Is it possible to get a list of running jobs? For example to be able to throttle requests to the server depending on number of running jobs. Also i read somewhere that you have to restart the application after updating the Blast databases, it would be good to wait till there are 0 jobs before doing that but on a server used by many people I’m not sure how you would know that.
Thanks for your time and apologies if these are known or non-issues
Richard

Anurag_Priyam · June 19, 2020, 1:38pm

Hi Richard,

Thanks for your message.

Slower speeds using docker have been reported by others (either on the mailing list or on GitHub). But I don’t have much to offer in this regard, especially because I cannot reproduce the issue. The biggest difference in this regard between 1.0 and 2.0 is that 2.0 writes temporary files to ~/.sequenceserver whereas 1.0 did all that in /tmp. We made this change to be able to keep the BLAST jobs around for a while. So if I had to investigate this I would try to understand how does Docker manage /tmp and /home or /root. In a non-Docker context, sometimes /tmp is RAM based which make it much faster. In context of Docker, their container-filesystem could be slower than usual. I would look what container filesystem is being used on your setup, what the different options are, are there known problems with some that can explain this?

A pull-request documenting the API would be much appreciated. If you would like to correct the Content-Type response header of jobid.json, that would be much appreciated as well. If not, I would be happy to take care of that - much appreciate you reporting it.
Note that documentation work for 2.0 is happening in gh-pages2.0 branch.

There is no API at the moment to report list of running jobs. Many aspects of the backend framework are there though. See job.rb and pool.rb. Job doesn’t have a running status though; only whether it is completed or not. You can consider adding a running status or just subtract list of pending jobs (@queue in pool.rb) from all non-completed jobs (Job.all.reject(&:done?))

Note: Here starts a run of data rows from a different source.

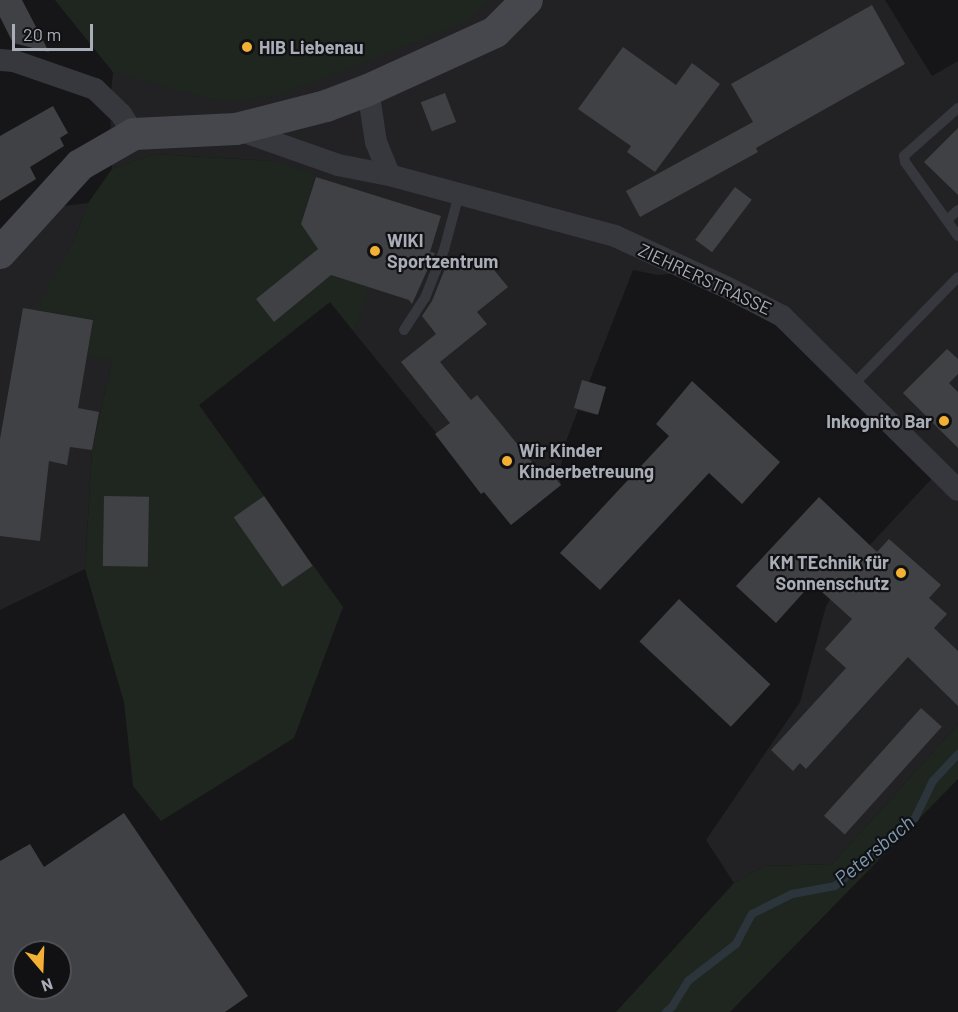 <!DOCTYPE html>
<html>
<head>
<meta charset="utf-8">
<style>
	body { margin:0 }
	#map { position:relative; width:958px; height:1012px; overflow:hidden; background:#161618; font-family:Barlow,sans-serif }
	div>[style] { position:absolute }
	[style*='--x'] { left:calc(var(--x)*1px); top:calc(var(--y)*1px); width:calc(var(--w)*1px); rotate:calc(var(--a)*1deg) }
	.built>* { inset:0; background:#222225 }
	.green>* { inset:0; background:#1e261f }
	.stream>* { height:8px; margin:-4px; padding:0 4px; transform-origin:4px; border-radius:4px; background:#2c353c }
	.building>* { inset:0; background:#404145; transform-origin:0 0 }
	.service>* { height:10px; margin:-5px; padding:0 5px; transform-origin:5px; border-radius:5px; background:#37383d }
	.minor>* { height:22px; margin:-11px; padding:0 11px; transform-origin:11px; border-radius:11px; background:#37383d }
	.secondary>* { height:32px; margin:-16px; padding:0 16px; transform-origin:16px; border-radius:16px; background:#45474d }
	.dots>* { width:16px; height:16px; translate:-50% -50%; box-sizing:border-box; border:3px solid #111113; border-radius:50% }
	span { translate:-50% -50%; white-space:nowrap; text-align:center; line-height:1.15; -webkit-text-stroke:4.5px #111113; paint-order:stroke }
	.poi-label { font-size:18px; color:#a8adb8; font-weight:700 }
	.left { translate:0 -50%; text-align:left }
	.right { translate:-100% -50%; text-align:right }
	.street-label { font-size:18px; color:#a8adb8 }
	.water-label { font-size:20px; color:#7f9bb3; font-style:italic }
	.north { position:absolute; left:12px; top:940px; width:60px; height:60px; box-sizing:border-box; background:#111113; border:2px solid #4d4f55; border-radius:50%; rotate:161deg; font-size:16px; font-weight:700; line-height:24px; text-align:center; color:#a8adb8 }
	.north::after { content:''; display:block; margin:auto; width:21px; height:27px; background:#f2b134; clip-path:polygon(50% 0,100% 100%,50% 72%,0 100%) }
	.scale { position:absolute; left:12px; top:24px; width:81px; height:27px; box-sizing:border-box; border:3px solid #a8adb8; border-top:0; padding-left:8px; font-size:18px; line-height:21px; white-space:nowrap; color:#a8adb8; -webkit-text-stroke:4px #111113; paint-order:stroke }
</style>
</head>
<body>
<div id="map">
	<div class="built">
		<i style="clip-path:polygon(55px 0,885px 0,932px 76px,958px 61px,958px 724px,832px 864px,765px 866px,734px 883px,706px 840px,800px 702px,826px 606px,852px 564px,938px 472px,804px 335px,689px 272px,658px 275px,633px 270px,589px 382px,606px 387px,596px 415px,578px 410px,565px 444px,559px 476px,561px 485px,511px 525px,354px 332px,368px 287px,338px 278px,301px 224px,272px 161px,155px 154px,112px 169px,110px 104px,113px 72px)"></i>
		<i style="clip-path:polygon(88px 203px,73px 242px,37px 310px,93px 320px,112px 360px,92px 450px,85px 569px,0 610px,0 236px,24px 211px)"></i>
	</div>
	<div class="green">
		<i style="clip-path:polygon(55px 0,488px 0,465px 22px,275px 97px,218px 101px,113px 72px)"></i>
		<i style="clip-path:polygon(155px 154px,272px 161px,315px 174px,301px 224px,338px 277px,369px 287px,354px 332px,330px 302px,199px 405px,264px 496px,235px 518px,283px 586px,313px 565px,343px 607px,294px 738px,161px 821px,133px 786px,124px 702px,85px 569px,92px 450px,112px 360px,87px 356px,93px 320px,36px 310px,73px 242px,88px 203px,112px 169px)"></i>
		<i style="clip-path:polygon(958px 724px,958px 779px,730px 1012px,616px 1012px,734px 883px,765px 866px,832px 864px)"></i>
	</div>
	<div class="stream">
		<i style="--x:666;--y:1012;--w:8;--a:-40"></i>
		<i style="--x:672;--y:1007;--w:31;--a:-58"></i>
		<i style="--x:688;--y:981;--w:61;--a:-37.6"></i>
		<i style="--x:736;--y:944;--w:34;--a:-62"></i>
		<i style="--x:752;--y:914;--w:45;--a:-26.6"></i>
		<i style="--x:792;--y:894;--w:44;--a:-10.5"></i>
		<i style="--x:835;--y:886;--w:105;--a:-40.4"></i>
		<i style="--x:915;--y:818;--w:41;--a:-64.1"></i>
		<i style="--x:933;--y:781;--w:37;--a:-47"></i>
	</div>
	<div class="building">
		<i style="clip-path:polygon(0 0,22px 0,49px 52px,13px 43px,0 17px)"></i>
		<i style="clip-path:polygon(872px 5px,905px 64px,756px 148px,758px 152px,640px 217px,626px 191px,753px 122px,731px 84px)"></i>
		<i style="clip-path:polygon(623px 47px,676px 85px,692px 63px,720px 84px,655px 172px,627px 152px,631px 146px,578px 109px)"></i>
		<i style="left:445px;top:93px;width:31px;height:26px;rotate:69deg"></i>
		<i style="clip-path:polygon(53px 106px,68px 133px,60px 138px,64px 146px,30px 167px,36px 179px,0 201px,0 136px)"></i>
		<i style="clip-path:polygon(958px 128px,958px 195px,924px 162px)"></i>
		<i style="clip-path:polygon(316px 177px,441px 216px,430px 252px,435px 253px,412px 304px,409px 300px,331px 275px,274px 322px,256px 299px,318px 249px,301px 224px)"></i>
		<i style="left:735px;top:187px;width:21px;height:66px;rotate:37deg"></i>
		<i style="clip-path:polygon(450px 256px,490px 265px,508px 287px,477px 312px,487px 324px,440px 362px,471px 400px,477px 395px,542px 474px,548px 469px,561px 485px,511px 525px,484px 492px,481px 494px,435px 434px,450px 423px,401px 362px,436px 334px,422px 316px,432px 301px)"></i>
		<i style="clip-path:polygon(23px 308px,93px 320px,78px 408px,99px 412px,92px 450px,70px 447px,67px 465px,49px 461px,40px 541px,0 536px,0 439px)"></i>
		<i style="clip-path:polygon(947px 349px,958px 359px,958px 374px,949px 383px,958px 392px,958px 448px,903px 393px)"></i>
		<i style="left:582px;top:380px;width:25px;height:29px;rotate:16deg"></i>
		<i style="clip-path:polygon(692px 381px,780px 462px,742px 504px,709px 473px,600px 590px,560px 553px,669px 436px,656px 424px)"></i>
		<i style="left:104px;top:496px;width:45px;height:70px;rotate:1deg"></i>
		<i style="left:264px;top:496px;width:85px;height:37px;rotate:55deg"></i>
		<i style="clip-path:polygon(819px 497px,877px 552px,889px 539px,941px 585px,929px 598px,947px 614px,934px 628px,958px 651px,958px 706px,908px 657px,806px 769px,800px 763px,793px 771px,771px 750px,846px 668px,825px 649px,852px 619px,812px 583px,776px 623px,736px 586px)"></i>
		<i style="left:679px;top:599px;width:125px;height:58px;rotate:43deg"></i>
		<i style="left:921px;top:708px;width:28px;height:145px;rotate:42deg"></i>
		<i style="clip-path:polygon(evenodd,124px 813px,248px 996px,225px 1012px,0 1012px,0 861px,30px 844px,44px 867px,124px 813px,24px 952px,60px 952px,60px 988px,24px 988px,24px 952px)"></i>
	</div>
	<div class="service">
		<i style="--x:958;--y:108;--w:72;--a:138.4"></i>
		<i style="--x:904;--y:156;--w:6;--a:81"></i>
		<i style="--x:905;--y:162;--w:91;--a:54.4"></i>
		<i style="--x:947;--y:220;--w:15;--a:-42"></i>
		<i style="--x:404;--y:330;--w:38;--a:-57"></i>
		<i style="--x:425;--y:298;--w:52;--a:-68.4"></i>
		<i style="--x:444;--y:250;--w:58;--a:-75"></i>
		<i style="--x:854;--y:384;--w:149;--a:-45.8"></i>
	</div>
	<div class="minor">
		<i style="--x:0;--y:60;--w:14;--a:4"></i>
		<i style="--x:14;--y:61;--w:86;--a:19.1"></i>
		<i style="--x:95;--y:89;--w:36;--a:44"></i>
		<i style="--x:121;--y:114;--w:24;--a:57"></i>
		<i style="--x:368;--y:90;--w:53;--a:81.3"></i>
		<i style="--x:376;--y:142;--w:35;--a:68"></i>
		<i style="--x:236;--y:129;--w:108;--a:19.4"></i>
		<i style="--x:338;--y:165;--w:52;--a:11.1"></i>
		<i style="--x:389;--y:175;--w:234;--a:15.1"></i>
		<i style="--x:615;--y:236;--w:122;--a:24.7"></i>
		<i style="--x:726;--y:287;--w:63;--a:27.4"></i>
		<i style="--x:782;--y:316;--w:247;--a:44.7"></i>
	</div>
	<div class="secondary">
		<i style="--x:0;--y:253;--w:119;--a:-47.7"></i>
		<i style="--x:80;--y:165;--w:62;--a:-29.9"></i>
		<i style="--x:134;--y:134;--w:102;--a:-2.8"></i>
		<i style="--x:236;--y:129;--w:93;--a:-14.3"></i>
		<i style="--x:326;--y:106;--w:45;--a:-20.9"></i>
		<i style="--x:368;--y:90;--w:140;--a:-24.5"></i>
		<i style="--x:495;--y:32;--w:45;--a:-45"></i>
	</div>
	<div class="dots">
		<i style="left:247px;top:47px;background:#f2b134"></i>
		<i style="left:375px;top:251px;background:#f2b134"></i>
		<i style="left:944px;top:421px;background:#f2b134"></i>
		<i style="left:507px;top:461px;background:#f2b134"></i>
		<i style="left:901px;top:573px;background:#f2b134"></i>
	</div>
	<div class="poi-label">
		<span class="left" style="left:259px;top:47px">HIB Liebenau</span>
		<span class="left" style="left:387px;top:251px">WIKI<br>Sportzentrum</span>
		<span class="right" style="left:932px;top:421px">Inkognito Bar</span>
		<span class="left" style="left:519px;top:461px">Wir Kinder<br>Kinderbetreuung</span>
		<span class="right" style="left:889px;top:573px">KM TEchnik für<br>Sonnenschutz</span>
	</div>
	<div class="street-label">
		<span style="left:705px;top:279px;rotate:25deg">ZIEHRERSTRASSE</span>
	</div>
	<div class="water-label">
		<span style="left:874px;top:850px;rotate:-40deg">Petersbach</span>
	</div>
	<div class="north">N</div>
	<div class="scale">20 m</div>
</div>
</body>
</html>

Regarding throttling: There’s an inbuilt thread pool and only the allowed number of jobs will be run concurrently, rest are queued automatically by SequenceServer.

To implement restart that waits for jobs to finish should just require listening to a restart signal, and calling ’shutdown’ method on job pool object (see ’shutdown’ method in pool.rb).

Priyam

Richard_Adams · June 27, 2020, 9:47am

Thanks for the fulsome reply, I’ll try to get round to this in the next week or so.